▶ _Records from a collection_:
+ + + +

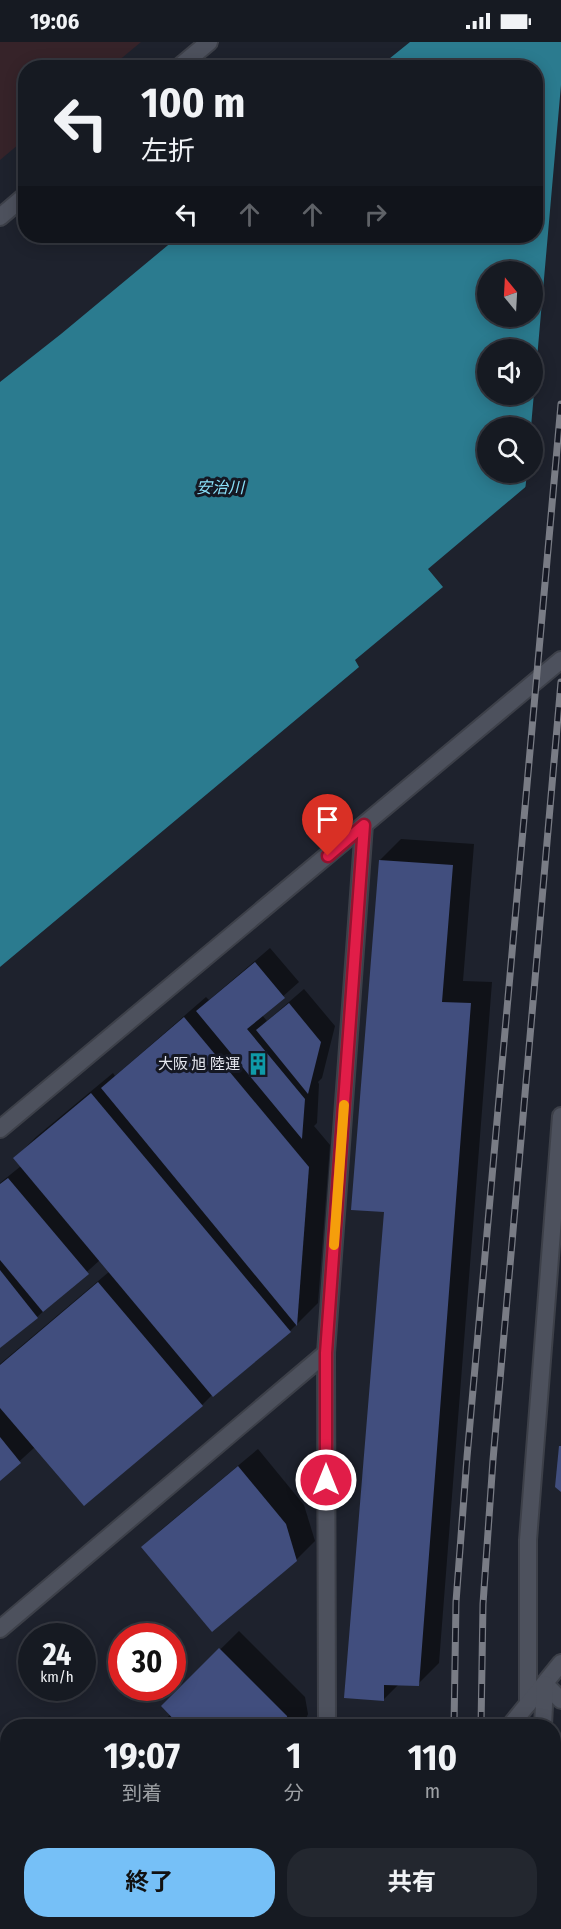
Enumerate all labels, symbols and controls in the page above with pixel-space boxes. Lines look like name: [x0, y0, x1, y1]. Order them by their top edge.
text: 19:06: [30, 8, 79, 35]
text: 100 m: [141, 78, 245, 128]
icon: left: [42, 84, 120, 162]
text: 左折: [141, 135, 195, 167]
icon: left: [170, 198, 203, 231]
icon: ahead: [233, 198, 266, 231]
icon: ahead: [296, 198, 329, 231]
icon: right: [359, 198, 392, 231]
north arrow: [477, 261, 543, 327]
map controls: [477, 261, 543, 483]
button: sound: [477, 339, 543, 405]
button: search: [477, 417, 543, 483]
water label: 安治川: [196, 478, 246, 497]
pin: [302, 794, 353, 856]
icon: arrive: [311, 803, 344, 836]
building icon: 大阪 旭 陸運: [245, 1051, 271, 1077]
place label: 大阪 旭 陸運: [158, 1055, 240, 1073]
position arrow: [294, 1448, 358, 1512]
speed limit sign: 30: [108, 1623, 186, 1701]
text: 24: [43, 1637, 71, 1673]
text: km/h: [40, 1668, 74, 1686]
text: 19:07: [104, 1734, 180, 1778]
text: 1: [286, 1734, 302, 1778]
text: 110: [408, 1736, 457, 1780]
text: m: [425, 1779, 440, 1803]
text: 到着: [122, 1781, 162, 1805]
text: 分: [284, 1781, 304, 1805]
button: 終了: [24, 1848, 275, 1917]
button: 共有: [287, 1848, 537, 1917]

+ + + +

▶ _What the exercise asks_: Tell how many lines of the data above contain the word "text", giving the number by itself.

▶ _Result of this exercise_: 11